The prototype pill is made of acrylic—serving as a medication reservoir—and encased with tiny hollow stainless steel needles (5 millimeters in length) that are designed to “inject” drugs directly into the stomach lining. Large medications, usually consisting of proteins, are not readily absorbable and thus degraded in the stomach and rendered useless before it can be absorbed. Insulin was tested in pigs using the microneedle-covered capsule technology and was found to lower blood glucose levels more effectively than subcutaneous insulin injections.
However, the capsule took longer than a week to go through the digestive tract and evidence of tissue damage was not apparent. The scientists also claim the gastrointestinal (GI) tract has no pain receptors so no discomfort is felt as the microneedle-covered capsule moves through the GI canal.
The new medication delivery mechanism may be better suited for injecting into the gut a class of drugs called biologics that include vaccines, recombinant DNA, RNA, and antibodies, such as those for autoimmune diseases like arthritis and Crohn’s disease that often require intravenous infusions to ensure effective drug delivery. Nanoparticles and microparticles were originally engineered for oral medication delivery for biologics but they are expensive to manufacture and a new system has to be created for a different drug. With the microneedle-covered capsule, the researchers are aiming for a universal delivery system that can be reproduced for different drugs inexpensively.
To ensure absolute safety, the scientists are working on replacing the stainless steel needles with digestible polymers and sugar that would continue to release medication into the GI lining once it breaks off from the capsule and lodges itself into the gut as it decomposes.
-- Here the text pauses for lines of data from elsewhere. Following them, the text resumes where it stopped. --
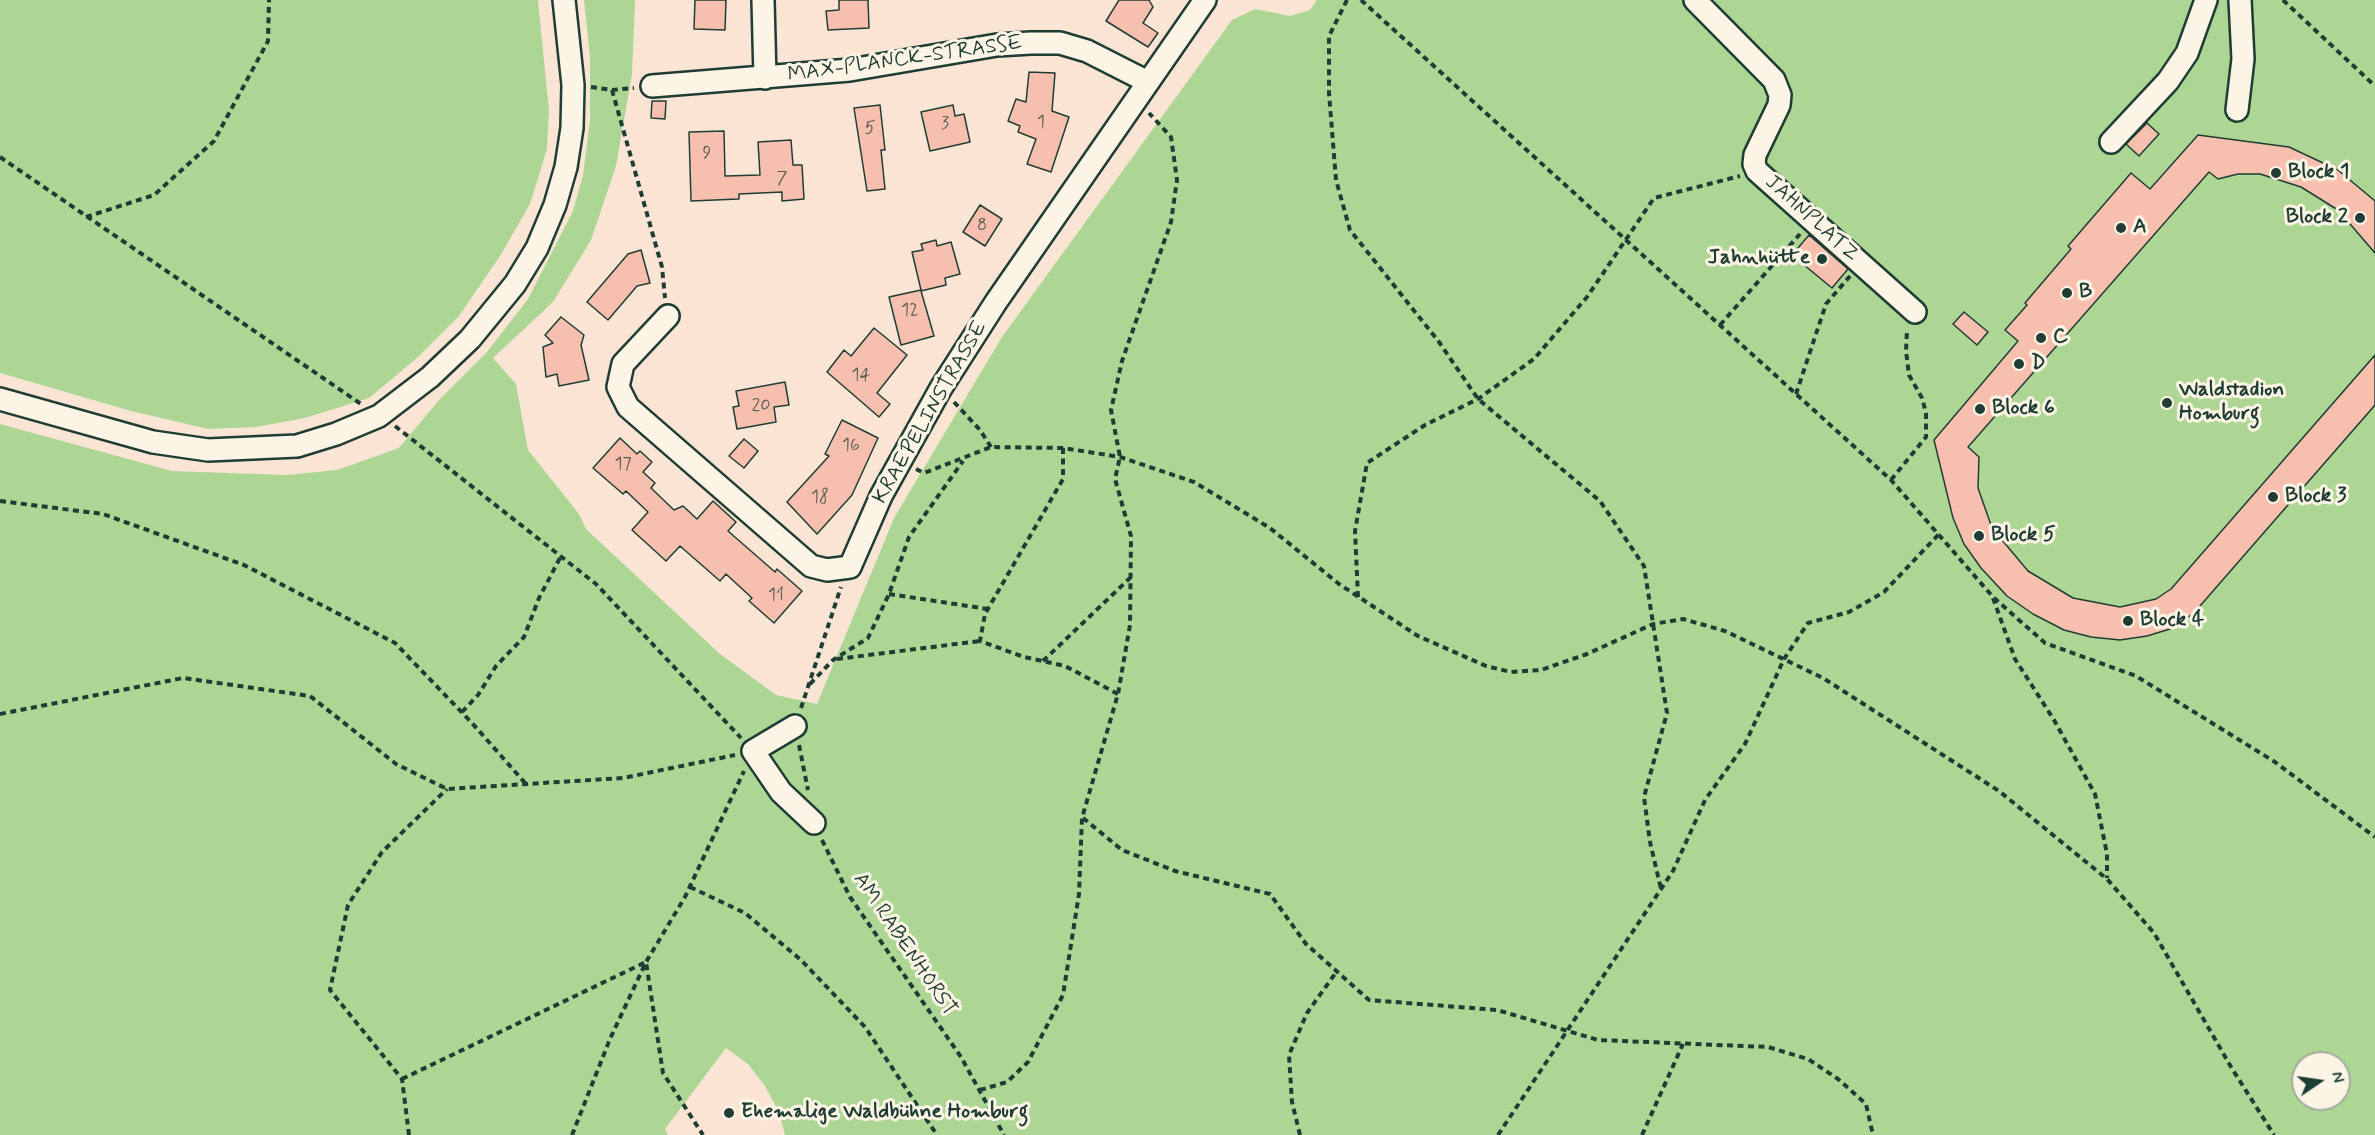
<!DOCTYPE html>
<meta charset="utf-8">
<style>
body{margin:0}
#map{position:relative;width:2375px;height:1135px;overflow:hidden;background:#fae5d4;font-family:Mynerve,sans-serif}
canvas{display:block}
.north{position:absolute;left:2291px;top:1051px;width:60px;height:60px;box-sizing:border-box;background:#fcf5e5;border:2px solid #a4ab9e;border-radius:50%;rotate:77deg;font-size:16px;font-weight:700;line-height:24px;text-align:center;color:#1f3d34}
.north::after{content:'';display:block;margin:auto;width:21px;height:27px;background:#1f3d34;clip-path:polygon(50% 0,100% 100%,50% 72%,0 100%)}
</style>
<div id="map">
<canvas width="2375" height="1135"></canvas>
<div class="north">N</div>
</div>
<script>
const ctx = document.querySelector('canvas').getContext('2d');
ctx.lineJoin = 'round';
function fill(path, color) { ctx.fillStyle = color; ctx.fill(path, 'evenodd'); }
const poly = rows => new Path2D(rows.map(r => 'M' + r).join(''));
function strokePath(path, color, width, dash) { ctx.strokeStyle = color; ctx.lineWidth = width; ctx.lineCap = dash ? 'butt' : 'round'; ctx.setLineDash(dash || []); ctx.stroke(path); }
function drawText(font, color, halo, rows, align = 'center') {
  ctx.font = font + ' Mynerve,sans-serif'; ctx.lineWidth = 6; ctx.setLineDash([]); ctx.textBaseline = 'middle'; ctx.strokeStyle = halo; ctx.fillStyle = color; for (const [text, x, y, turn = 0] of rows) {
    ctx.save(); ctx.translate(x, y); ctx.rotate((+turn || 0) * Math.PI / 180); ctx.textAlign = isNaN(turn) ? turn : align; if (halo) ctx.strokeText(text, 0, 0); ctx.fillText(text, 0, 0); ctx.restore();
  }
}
fill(poly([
 [0,0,538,0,549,111,547,149,530,204,500,256,459,316,417,358,369,398,305,418,256,427,208,429,131,411,0,373],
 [584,0,635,0,632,74,616,166,591,240,553,302,493,358,516,384,528,450,579,514,586,529,720,654,776,695,817,704,894,518,1002,337,1232,20,1255,9,1290,16,1310,10,1317,0,2375,0,2375,1135,785,1135,779,1112,765,1086,748,1064,726,1048,665,1129,668,1135,0,1135,0,424,172,471,287,475,337,470,399,448,439,400,487,352,528,299,573,211,583,175,590,120,590,57],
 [2303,1063,2339,1063,2339,1099,2303,1099]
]), '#add694');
const building = poly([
 [695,0,726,0,725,30,694,29,695,0],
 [839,0,868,0,869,28,828,30,826,11,839,10,839,0],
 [1119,0,1149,0,1153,7,1143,23,1158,33,1148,47,1106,21,1119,0],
 [1029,72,1055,73,1052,111,1069,117,1051,172,1027,164,1036,139,1018,132,1020,126,1008,121,1016,99,1026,102,1029,72],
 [652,101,666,101,665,119,651,118,652,101],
 [880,105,885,150,881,150,885,189,867,191,854,108,880,105],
 [953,105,955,116,964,114,970,142,930,151,921,112,953,105],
 [2147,123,2159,134,2139,156,2126,144,2147,123],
 [724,131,725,176,760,175,758,142,791,140,793,165,802,165,804,199,782,201,782,192,739,194,739,199,691,201,689,132,724,131],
 [2198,135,2289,147,2338,170,2375,201,2375,253,2338,210,2301,187,2260,174,2238,174,2218,179,2209,172,1968,447,1979,457,1978,488,1992,528,2028,571,2073,598,2120,607,2156,599,2171,589,2375,355,2375,405,2193,614,2170,629,2147,636,2120,640,2091,637,2064,630,2033,614,2007,596,1981,568,1964,544,1953,518,1934,440,2018,341,2005,330,2027,305,2025,303,2071,249,2068,246,2131,173,2150,189,2198,135],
 [980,205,1002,219,985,246,963,232,980,205],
 [1809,235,1848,269,1832,288,1792,255,1809,235],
 [936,240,937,246,951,242,960,274,945,278,946,285,921,291,934,336,901,345,889,297,921,290,912,252,923,250,921,244,936,240],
 [641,250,650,283,637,286,608,320,587,302,628,254,641,250],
 [1964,312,1988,332,1977,345,1953,324,1964,312],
 [561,317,584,335,581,345,589,380,559,386,557,374,546,377,543,347,553,343,545,335,561,317],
 [874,328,907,355,877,393,890,404,879,417,827,372,844,350,851,356,874,328],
 [785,382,789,405,774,407,776,422,737,429,733,407,739,406,736,391,785,382],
 [842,420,878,438,852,495,817,534,787,502,829,456,825,454,842,420],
 [620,438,637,454,640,451,652,462,643,472,655,483,651,488,674,510,683,506,697,519,713,501,736,522,728,531,775,572,777,569,802,591,774,623,749,601,752,598,726,574,720,581,680,546,666,561,632,530,648,512,626,491,623,494,593,468,620,438],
 [744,439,758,451,744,468,729,456,744,439]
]);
fill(building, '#f7bfad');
strokePath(building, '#1f3d34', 1.5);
const minor = poly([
 [763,0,765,78],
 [1695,0,1774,80,1780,95,1779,105,1755,155,1754,164,1757,171,1915,312],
 [652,86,850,70,997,45,1031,43,1060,43,1087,51,1148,82],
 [2237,110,2243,59,2240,0],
 [2111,142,2168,81,2187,53,2206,0],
 [668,316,623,364,618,387,628,407,811,566,827,570,850,567,881,496,941,388,996,302,1205,0],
 [0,399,153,442,208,450,297,446,336,434,379,416,430,377,470,339,515,284,537,248,555,205,566,167,572,128,573,85,564,0],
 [795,726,753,751,781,792,814,823]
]);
strokePath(minor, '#1f3d34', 26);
strokePath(poly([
 [1347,0,1329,36,1329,93,1336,180,1350,230,1439,342,1478,399,1600,501,1644,566,1667,713,1644,797,1650,842,1661,889],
 [1361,0,1891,480,1993,597,2045,643,2136,676,2275,762,2375,837],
 [2283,0,2375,86],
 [591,87,612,90,634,88],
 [612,90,662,267,665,298],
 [0,157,361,404],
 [86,217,154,195,214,141,268,41,269,0],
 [1720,325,1800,234],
 [1796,394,1826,304,1850,276],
 [954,402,980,430,991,447],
 [395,426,596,584,741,738],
 [1063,448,1063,479,985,614,980,641,1024,657,1065,666,1118,694],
 [916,469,924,473,991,447,1063,448,1120,457,1194,482,1270,528,1339,584,1418,636,1486,666,1511,672,1541,670,1587,654,1653,624,1683,619,1725,631,1823,678,1999,791,2107,879,2154,933,2231,1067,2274,1135],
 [1891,480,1926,437,1926,413,1922,398,1909,375,1906,351,1907,330],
 [0,501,103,514,244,565,395,643,472,723,526,784],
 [889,594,988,609],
 [1358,597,1355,531,1367,463,1425,425,1478,399,1534,359,1587,297,1654,198,1740,176],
 [1993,598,2015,659,2054,720,2095,794,2107,854,2107,878],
 [837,659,980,641],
 [1043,661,1130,578],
 [810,684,833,660,868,638,889,594,909,537,963,461],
 [801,708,841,587],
 [462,712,478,695,496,666,524,637,539,598,561,556],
 [0,714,183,678,310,696,396,764,447,789,623,778,735,755],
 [799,745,808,790],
 [1083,818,1122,850,1175,871,1270,894,1306,944,1369,1000,1497,1010,1598,1040,1768,1047,1808,1059,1838,1079,1866,1104,1873,1135],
 [822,840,850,897,961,1057,1004,1135],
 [690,887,745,913,801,960,865,1027,937,1135],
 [402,1079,646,962,663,1073,703,1135],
 [980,1090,1007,1082,1028,1062,1063,995,1079,894,1082,818,1118,694,1130,625,1131,536,1115,479,1120,457,1111,410,1122,361,1171,222,1177,180,1171,137,1149,113],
 [409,1135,402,1079,330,990,348,905,382,852,447,789],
 [572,1135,610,1039,646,962,685,897,744,771],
 [1300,1135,1292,1102,1289,1055,1307,1013,1337,971],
 [1498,1135,1673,871,1705,800,1745,744,1784,659,1808,623,1849,612,1884,592,1939,534],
 [1642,1135,1683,1044]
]), '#1f3d34', 4, [6, 4.5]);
strokePath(minor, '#fcf5e5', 21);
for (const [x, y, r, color] of [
 [2276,173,6,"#1f3d34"],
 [2360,218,6,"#1f3d34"],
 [2121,228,6,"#1f3d34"],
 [1822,259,6,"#1f3d34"],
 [2067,293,6,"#1f3d34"],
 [2041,338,6,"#1f3d34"],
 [2019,364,6,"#1f3d34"],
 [2167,403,6,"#1f3d34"],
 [1980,409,6,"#1f3d34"],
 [2273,497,6,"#1f3d34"],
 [1979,536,6,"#1f3d34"],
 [2128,621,6,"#1f3d34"],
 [729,1113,6,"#1f3d34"]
]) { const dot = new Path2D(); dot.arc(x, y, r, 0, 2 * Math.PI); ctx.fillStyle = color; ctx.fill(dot); strokePath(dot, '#fcf5e5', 2); }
drawText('18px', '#555e52', null, [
 ["1",1041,123],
 ["3",945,124],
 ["5",870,129],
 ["9",707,154],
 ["7",782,179],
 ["8",982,226],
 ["12",910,311],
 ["14",861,376],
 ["20",761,406],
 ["16",851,446],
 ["17",623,465],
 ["18",820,498],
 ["11",776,596]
]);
drawText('21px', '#1f3d34', '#fcf5e5', [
 ["MAX-PLANCK-STRASSE",905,60,-8],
 ["JAHNPLATZ",1811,219,42],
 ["KRAEPELINSTRASSE",931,413,-60],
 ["AM RABENHORST",904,945,56]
]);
drawText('bold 21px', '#1f3d34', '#fcf5e5', [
 ["Block 1",2288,173],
 ["Block 2",2348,218,"right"],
 ["A",2133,228],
 ["Jahnhütte",1810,259,"right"],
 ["B",2079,293],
 ["C",2053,338],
 ["D",2031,364],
 ["Waldstadion",2179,391],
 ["Homburg",2179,415],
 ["Block 6",1992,409],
 ["Block 3",2285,497],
 ["Block 5",1991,536],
 ["Block 4",2140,621],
 ["Ehemalige Waldbühne Homburg",741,1113]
], 'left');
</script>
Cells are notoriously protective and do not easily allow particles entry into its domain unless unique transport mechanisms that the cell recognizes are in place. As a result, current medications and treatments do not target specific cell contents and end up destroying the entire cell.
In 2008, researchers discovered gold nanoparticles coated with a one-layer polymer can penetrate cell walls, and since then has recently identified the mechanism of action along with the upper size limit of the particle to effectively penetrate cell walls.
Through a series of lab experiments and computer simulations, researchers at MIT and the Ecole Polytechnique de Lausanne, Switzerland demonstrated the critical step of gold nanoparticles infiltrating the cell wall is to fuse with the phospholipid bilayer of the cell membrane, which is largely the responsibility of the coating on the particle. The coating is a mixture of hydrophobic (“water-fearing”) and hydrophilic (“water-loving”) compounds. Depending on the chemical nature of the compounds used, the upper size limit of the coating was also determined.
A bonus to the team’s discovery was that the method of delivery of gold nanoparticles also sealed the opening after its entry, preventing leaks behind the particle as well as inhibiting damage to the cell as the particle proceeded to the cell’s interior.
The team is hoping to use their discovery as a means of delivering drugs to the cell’s interior by attaching the drugs to the particle’s lipid-mixture coating once they find a way for the coating to be selective on what types of cells they attach to for targeted medication delivery.
The choice to use gold as the coating’s delivery instrument was simply convenient as a research model. However, the team has postulated on a potential health benefit of the precious metal. Gold particles are very good at absorbing x-rays. If the coating can be used to penetrate cancer cells, then the particle can be heated up by an x-ray beam and destroy the malignant cells from within.